Ablordeppey KK, Timmaraju VA, Song-Yang JW, et al. Development and Analytical Validation of an Expanded Mutation Detection Panel for Next-Generation Sequencing of Thyroid Nodule Aspirates. 2019. DOI: https://doi.org/10.1016/j.jmoldx.2019.11.003.

This paper discusses the development of an expanded mutation panel (ThyGeNEXT®). Additionally, it demonstrates the analytical validation of the expanded NGS panel test and compares analytical characteristics of ThyGeNEXT to the original (focused mutational panel), which it superseded, thereby providing the basis for clinical validation.

Included are descriptions of the development of the expanded NGS panel and optimization of various steps for the library preparation of multiplexed target genes to maintain quality parameters for sequencing and to improve the robustness of the test for use in clinical testing in a CAP/CLIA certified laboratory.
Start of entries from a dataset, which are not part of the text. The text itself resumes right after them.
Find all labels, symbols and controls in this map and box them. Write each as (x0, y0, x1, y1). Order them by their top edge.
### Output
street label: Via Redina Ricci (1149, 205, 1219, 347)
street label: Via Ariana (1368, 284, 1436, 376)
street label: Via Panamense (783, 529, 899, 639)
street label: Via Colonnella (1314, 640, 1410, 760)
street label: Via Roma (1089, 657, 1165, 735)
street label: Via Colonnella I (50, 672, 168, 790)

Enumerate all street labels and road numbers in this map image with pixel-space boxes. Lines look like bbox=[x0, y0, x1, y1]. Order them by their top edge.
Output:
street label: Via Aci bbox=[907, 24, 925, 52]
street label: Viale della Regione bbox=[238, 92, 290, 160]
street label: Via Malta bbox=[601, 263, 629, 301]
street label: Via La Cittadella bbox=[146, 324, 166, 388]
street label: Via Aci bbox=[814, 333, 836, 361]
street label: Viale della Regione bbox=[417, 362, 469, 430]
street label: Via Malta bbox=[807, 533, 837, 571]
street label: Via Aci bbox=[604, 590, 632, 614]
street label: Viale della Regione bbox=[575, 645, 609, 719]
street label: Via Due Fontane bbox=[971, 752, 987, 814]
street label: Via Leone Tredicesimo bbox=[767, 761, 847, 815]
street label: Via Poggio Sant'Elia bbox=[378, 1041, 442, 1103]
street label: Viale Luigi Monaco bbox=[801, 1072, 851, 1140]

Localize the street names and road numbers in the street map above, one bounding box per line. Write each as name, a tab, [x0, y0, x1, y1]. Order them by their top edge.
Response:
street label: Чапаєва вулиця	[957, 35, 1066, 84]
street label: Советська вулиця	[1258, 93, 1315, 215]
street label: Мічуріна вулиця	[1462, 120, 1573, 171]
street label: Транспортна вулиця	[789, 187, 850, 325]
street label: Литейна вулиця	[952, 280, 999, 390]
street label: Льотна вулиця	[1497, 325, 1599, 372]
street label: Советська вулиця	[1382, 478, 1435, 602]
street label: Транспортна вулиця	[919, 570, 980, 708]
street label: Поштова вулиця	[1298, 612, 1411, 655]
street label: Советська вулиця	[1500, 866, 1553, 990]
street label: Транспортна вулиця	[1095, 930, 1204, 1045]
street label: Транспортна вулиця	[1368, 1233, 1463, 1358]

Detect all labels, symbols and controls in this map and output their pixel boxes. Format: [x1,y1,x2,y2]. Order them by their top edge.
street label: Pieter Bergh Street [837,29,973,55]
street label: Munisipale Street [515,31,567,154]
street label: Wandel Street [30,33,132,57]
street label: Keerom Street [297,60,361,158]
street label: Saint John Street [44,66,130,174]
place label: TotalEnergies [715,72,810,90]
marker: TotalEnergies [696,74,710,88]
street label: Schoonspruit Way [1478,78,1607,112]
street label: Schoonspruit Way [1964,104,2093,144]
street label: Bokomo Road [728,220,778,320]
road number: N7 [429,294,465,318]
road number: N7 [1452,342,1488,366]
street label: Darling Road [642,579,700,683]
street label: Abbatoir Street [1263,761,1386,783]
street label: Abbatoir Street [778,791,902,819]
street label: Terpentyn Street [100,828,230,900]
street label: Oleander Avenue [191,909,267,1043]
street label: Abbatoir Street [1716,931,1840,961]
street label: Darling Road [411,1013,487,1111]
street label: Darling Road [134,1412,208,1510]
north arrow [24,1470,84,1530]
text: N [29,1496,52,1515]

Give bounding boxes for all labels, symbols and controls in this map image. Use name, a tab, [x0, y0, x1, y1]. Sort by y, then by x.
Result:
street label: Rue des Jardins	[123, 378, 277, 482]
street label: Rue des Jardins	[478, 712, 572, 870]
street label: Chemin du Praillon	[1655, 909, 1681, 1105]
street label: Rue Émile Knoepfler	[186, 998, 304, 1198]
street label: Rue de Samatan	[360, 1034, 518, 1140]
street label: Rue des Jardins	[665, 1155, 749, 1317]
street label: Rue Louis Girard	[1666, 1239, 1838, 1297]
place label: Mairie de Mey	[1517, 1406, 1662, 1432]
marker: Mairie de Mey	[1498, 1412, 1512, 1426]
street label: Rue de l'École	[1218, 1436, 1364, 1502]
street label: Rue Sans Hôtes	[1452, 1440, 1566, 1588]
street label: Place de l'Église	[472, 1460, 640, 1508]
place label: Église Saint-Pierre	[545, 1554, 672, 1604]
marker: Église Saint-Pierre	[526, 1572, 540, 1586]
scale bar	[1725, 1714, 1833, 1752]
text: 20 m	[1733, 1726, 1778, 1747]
Analytical validation of ThyGeNEXT as a laboratory-developed test included the demonstration of assay reproducibility and lower limit of detection, as well as other fundamental quality parameters. 

Data presented here firmly demonstrate that the qualitative and quantitative performance of ThyGeNEXT is similar to the original smaller, focused panel test, applicable to both FNA biopsies placed directly into RNA protectant and stained cytology smear slides. The expanded test was found not to generate false positive or false negative molecular results for the five genes (BRAF, HRAS, KRAS, NRAS, PIK3CA) and six fusions (PAX8-PPARγ and RET-PTC) previously reported by the focused test. At the same time, expanded testing clearly provided additional molecular information on gene alterations potentially associated with aggressive forms of differentiated thyroid cancer for poor outcome (eg, TERT, RET, and ALK genes). 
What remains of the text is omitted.